Needs to trim more than just the lawn, those bushes are gonna take over the house. I don't understand why people move into a house with a yard to maintain and let it go to crap. I'm not saying it has to be immaculate but if you don't want to do at least the basics then buy a townhome or condo.


----------



## stotea (Jul 31, 2017)

Just curious since I live in the Twin Cities, how did you stumble upon a MN news station's website for that article? I would have assumed the source to be of Texas origin.


----------



## pennstater2005 (Jul 17, 2017)

My neighbors lawns are full of weeds but they're awesome folks so I consider myself lucky!

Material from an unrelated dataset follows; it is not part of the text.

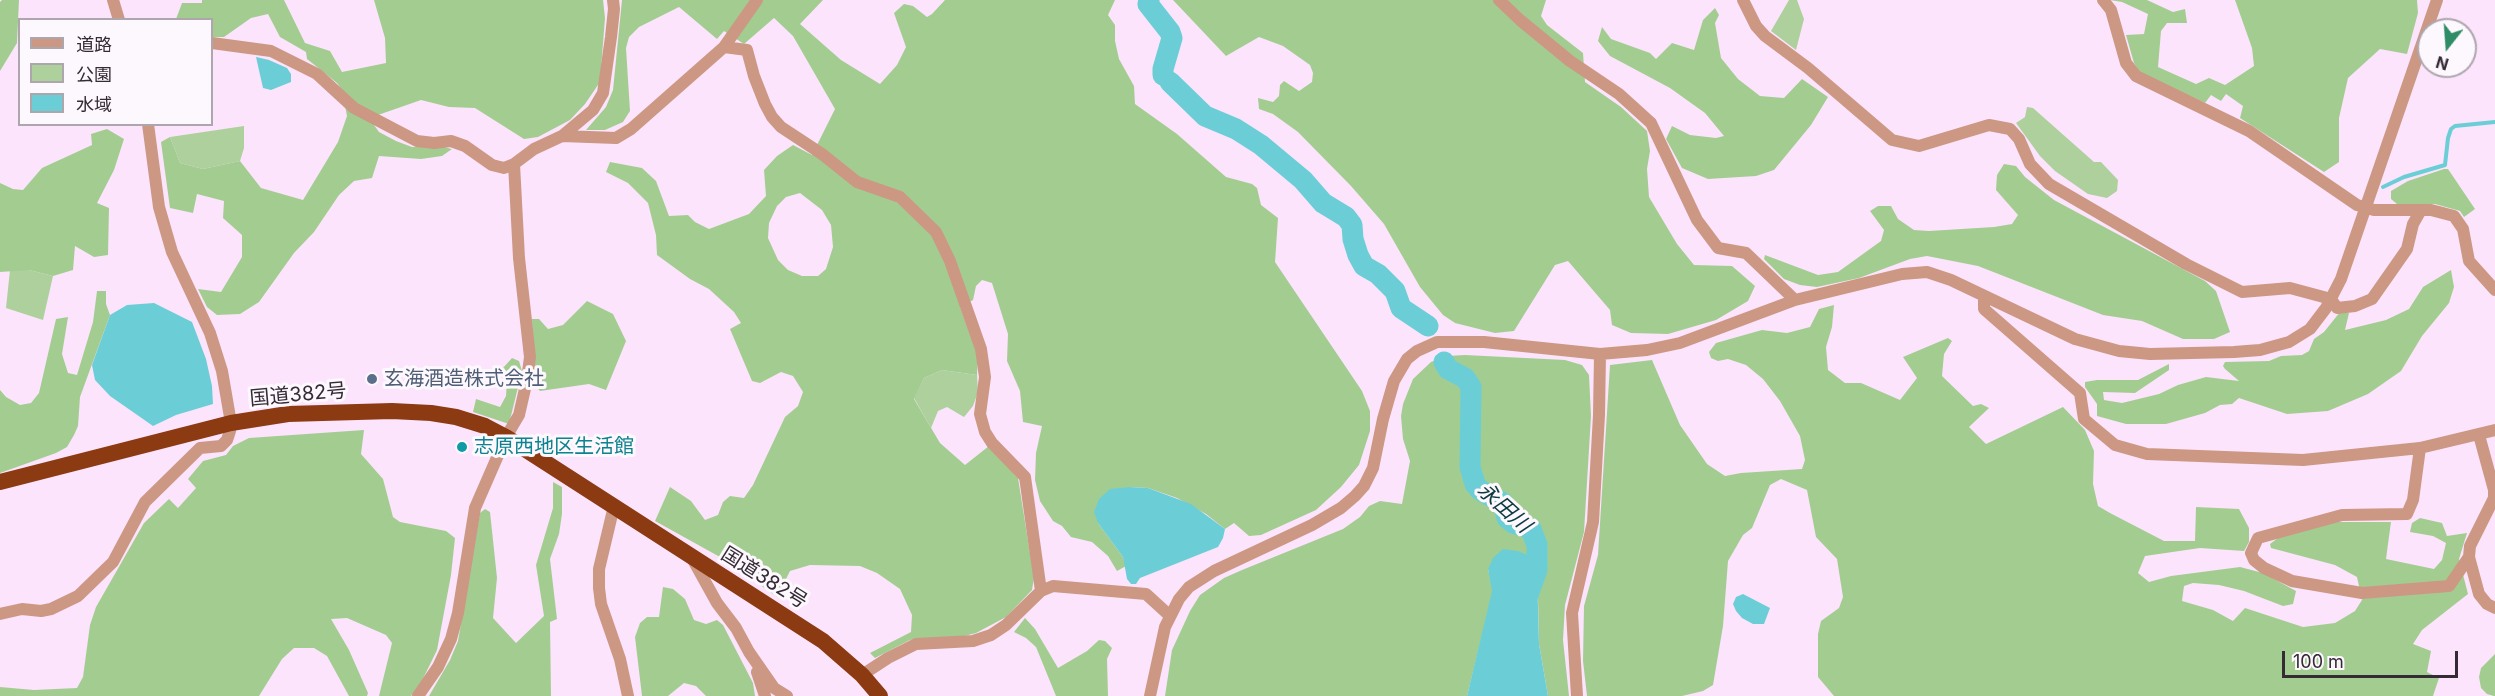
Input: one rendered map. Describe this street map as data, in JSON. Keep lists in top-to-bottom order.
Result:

Although their grass isn't a foot high either :lol:


----------



## TigerinFL (Mar 29, 2018)

hipster needs to cut his lawn and his bushes. I'm sure he is a joy to live next to.


----------



## Colonel K0rn (Jul 4, 2017)

Reminds me of this meme I saw a few weeks ago. Even more funny that homeskillet is using an electric mower.


----------



## gene_stl (Oct 29, 2017)

In all the burbs of St. Louis you would get a nastygram from your city inviting you to shape up or pay a nice fine.


----------



## csbutler (Jun 15, 2017)

Exactly what I pictured before I even watched the video.


----------



## WBrown999 (Apr 3, 2018)

>Dr. Green

I bet he didn't eve go to grass medical school.


----------



## chrismar (May 25, 2017)

Honestly, it doesn't even look that tall. They're using a low camera angle to make it more dramatic than it probably is.


----------



## gijoe4500 (Mar 17, 2017)

chrismar said:


> Honestly, it doesn't even look that tall. They're using a low camera angle to make it more dramatic than it probably is.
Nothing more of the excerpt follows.